ACTIVITY:
Check every line below for the string "scale". Copy the ones that have it.

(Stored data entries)
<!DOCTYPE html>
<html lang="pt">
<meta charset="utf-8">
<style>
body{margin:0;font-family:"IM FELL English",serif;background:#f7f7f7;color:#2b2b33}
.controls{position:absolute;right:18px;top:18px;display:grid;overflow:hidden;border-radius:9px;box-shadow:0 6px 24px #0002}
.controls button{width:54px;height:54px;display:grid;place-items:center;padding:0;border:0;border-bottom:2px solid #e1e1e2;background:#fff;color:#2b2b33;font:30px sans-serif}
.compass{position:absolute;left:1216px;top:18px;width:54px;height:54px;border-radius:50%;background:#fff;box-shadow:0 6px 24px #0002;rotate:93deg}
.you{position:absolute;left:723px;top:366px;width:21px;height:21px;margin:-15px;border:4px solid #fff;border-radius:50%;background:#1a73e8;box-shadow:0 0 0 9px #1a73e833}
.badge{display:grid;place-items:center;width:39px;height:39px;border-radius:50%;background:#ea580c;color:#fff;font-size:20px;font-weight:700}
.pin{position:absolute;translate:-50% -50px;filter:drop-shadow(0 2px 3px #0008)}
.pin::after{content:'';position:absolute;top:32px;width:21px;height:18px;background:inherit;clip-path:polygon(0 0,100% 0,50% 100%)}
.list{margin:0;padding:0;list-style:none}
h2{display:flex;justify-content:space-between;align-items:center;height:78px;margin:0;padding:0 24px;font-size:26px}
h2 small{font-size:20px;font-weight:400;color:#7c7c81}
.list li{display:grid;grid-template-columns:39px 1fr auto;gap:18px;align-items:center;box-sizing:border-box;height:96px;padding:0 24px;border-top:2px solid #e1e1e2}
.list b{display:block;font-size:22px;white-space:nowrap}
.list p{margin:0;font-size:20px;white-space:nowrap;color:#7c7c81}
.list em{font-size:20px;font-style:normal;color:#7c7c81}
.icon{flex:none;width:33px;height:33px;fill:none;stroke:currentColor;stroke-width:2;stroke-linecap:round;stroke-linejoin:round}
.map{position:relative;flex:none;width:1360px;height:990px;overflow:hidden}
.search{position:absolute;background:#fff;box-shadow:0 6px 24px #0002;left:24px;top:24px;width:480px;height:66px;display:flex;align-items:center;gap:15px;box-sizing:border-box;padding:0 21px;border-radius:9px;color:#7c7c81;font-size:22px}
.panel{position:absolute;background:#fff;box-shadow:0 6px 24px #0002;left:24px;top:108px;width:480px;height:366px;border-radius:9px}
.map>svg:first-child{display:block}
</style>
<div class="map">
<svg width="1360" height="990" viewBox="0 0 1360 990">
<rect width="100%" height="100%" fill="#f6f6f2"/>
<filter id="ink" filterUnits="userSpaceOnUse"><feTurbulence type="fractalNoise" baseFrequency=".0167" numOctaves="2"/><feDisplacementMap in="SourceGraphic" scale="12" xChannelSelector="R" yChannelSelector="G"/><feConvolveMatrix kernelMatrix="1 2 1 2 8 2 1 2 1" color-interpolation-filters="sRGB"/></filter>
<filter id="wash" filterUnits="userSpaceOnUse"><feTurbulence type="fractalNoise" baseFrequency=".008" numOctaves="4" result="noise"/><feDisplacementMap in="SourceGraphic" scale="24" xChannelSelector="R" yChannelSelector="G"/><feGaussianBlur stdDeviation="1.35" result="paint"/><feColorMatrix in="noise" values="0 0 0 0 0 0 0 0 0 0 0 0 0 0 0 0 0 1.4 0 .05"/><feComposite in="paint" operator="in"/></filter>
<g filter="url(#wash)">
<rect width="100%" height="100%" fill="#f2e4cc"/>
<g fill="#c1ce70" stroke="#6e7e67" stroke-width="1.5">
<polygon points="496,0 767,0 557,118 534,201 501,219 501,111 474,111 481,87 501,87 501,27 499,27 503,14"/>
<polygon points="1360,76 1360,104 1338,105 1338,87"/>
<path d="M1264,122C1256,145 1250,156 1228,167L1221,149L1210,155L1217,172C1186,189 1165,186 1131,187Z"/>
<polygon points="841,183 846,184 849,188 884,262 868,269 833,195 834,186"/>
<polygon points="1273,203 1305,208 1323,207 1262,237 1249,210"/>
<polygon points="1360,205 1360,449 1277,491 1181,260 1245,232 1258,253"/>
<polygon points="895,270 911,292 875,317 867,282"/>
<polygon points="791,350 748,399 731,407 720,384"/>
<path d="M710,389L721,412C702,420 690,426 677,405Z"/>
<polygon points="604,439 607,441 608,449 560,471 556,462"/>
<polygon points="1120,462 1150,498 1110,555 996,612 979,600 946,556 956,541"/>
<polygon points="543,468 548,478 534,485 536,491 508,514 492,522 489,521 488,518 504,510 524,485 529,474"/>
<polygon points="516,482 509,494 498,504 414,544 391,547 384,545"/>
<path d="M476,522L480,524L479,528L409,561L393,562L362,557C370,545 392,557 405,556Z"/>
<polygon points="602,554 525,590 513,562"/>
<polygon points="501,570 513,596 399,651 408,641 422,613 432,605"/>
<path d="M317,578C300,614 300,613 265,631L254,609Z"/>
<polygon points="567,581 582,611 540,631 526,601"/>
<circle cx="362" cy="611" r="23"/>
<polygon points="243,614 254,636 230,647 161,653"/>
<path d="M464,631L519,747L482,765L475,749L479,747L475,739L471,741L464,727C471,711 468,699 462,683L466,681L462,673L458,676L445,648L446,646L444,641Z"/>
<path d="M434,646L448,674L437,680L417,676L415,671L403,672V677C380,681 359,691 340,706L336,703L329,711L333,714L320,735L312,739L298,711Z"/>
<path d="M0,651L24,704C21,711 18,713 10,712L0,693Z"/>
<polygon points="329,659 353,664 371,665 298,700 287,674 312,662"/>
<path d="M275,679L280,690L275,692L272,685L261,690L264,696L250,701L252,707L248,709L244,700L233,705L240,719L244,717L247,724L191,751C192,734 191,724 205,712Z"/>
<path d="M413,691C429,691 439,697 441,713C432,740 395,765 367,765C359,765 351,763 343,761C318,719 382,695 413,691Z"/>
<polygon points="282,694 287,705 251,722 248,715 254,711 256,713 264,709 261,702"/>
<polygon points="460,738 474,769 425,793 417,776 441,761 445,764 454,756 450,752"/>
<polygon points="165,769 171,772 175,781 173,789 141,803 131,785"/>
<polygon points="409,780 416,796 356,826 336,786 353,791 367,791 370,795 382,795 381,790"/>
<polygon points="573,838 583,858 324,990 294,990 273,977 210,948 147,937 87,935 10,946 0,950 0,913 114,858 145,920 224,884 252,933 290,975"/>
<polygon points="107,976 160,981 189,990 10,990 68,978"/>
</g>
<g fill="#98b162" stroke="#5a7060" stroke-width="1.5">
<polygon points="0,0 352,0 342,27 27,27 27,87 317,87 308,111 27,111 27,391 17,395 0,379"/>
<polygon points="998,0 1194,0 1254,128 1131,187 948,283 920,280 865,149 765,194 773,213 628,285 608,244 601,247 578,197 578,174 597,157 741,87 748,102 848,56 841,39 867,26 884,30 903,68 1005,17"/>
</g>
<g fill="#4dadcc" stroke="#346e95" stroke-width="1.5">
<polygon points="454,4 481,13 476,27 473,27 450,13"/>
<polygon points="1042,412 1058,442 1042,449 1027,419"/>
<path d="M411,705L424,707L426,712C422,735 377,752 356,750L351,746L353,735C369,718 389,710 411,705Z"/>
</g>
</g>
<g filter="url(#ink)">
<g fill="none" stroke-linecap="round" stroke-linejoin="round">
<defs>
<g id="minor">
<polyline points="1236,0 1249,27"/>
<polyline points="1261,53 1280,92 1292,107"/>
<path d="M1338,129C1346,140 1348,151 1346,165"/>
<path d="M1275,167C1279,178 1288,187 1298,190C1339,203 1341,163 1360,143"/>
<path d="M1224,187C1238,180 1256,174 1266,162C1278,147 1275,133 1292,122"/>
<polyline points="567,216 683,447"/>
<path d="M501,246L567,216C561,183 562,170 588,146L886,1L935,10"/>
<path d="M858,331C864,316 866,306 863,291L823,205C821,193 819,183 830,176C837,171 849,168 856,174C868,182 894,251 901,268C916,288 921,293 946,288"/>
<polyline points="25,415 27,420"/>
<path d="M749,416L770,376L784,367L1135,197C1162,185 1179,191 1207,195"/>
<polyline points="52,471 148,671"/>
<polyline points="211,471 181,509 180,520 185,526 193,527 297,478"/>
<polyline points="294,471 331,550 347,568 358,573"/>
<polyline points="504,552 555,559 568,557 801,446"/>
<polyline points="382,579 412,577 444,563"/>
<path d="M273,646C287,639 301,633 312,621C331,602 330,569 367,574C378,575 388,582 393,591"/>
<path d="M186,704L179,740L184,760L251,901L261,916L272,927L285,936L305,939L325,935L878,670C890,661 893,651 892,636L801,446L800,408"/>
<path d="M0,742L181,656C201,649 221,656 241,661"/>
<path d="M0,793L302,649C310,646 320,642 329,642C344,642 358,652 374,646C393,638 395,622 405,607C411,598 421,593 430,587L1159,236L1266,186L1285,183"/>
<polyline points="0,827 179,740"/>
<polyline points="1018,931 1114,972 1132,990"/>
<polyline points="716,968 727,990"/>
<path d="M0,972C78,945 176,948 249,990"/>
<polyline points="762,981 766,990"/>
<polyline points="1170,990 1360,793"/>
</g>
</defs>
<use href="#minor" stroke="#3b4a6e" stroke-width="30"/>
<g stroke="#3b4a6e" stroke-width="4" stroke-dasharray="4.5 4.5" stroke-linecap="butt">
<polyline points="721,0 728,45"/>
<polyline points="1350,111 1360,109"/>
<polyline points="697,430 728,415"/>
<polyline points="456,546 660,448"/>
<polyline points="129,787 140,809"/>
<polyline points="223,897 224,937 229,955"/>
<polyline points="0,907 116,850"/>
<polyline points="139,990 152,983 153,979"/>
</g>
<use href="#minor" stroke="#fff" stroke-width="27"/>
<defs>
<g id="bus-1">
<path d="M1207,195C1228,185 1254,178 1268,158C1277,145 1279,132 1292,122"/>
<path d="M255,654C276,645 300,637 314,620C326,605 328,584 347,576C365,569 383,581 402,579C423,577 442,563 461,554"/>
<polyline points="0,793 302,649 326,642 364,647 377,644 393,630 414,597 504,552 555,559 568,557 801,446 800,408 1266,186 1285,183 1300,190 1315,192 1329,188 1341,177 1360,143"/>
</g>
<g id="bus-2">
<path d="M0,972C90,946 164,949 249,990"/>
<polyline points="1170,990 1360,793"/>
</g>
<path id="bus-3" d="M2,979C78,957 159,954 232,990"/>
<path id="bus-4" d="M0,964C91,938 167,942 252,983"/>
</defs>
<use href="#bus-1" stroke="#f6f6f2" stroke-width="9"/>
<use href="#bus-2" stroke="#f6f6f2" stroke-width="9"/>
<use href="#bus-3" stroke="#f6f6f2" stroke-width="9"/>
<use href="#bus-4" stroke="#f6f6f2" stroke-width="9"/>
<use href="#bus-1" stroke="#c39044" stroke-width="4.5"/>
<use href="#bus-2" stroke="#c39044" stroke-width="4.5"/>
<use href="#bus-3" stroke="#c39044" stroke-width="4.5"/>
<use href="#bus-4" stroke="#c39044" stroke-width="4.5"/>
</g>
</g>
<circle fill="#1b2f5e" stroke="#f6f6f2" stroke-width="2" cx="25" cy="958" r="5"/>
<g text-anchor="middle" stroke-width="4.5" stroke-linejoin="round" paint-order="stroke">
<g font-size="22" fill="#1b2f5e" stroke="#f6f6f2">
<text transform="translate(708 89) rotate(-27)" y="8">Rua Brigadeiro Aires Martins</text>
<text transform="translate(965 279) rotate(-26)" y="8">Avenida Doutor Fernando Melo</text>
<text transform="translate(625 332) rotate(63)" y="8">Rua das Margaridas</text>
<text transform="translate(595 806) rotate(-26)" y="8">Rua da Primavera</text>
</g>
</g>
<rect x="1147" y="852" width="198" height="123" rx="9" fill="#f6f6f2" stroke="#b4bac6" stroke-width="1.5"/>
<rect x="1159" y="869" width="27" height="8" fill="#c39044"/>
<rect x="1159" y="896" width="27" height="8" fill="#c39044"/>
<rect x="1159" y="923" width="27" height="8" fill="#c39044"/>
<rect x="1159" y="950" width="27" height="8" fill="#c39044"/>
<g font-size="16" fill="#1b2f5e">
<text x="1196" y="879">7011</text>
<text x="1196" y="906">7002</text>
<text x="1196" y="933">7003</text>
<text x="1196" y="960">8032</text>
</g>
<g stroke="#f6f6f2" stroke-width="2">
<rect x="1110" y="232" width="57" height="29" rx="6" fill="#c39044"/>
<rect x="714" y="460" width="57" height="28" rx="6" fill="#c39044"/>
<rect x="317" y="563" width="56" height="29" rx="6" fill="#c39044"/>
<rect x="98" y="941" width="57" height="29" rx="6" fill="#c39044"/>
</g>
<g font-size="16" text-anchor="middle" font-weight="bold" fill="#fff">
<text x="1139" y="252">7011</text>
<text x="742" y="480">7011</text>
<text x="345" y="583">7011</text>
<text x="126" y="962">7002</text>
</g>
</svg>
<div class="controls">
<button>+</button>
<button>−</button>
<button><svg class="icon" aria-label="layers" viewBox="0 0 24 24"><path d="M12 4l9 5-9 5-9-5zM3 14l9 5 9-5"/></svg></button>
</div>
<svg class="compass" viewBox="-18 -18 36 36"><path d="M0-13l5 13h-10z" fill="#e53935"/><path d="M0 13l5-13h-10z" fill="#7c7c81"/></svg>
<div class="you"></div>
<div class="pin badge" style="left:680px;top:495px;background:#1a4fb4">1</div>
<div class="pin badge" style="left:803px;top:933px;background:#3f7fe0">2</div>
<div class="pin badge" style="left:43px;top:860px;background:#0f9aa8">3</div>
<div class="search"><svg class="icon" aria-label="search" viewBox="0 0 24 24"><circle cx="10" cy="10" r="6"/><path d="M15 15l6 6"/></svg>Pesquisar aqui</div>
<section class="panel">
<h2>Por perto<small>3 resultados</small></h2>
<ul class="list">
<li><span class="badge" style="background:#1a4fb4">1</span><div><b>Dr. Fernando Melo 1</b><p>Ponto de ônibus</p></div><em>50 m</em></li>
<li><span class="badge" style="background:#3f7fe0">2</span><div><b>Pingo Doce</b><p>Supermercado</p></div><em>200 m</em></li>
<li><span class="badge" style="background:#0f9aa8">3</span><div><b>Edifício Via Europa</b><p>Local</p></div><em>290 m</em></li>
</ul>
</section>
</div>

EXERCISE SOLUTION:
<filter id="ink" filterUnits="userSpaceOnUse"><feTurbulence type="fractalNoise" baseFrequency=".0167" numOctaves="2"/><feDisplacementMap in="SourceGraphic" scale="12" xChannelSelector="R" yChannelSelector="G"/><feConvolveMatrix kernelMatrix="1 2 1 2 8 2 1 2 1" color-interpolation-filters="sRGB"/></filter>
<filter id="wash" filterUnits="userSpaceOnUse"><feTurbulence type="fractalNoise" baseFrequency=".008" numOctaves="4" result="noise"/><feDisplacementMap in="SourceGraphic" scale="24" xChannelSelector="R" yChannelSelector="G"/><feGaussianBlur stdDeviation="1.35" result="paint"/><feColorMatrix in="noise" values="0 0 0 0 0 0 0 0 0 0 0 0 0 0 0 0 0 1.4 0 .05"/><feComposite in="paint" operator="in"/></filter>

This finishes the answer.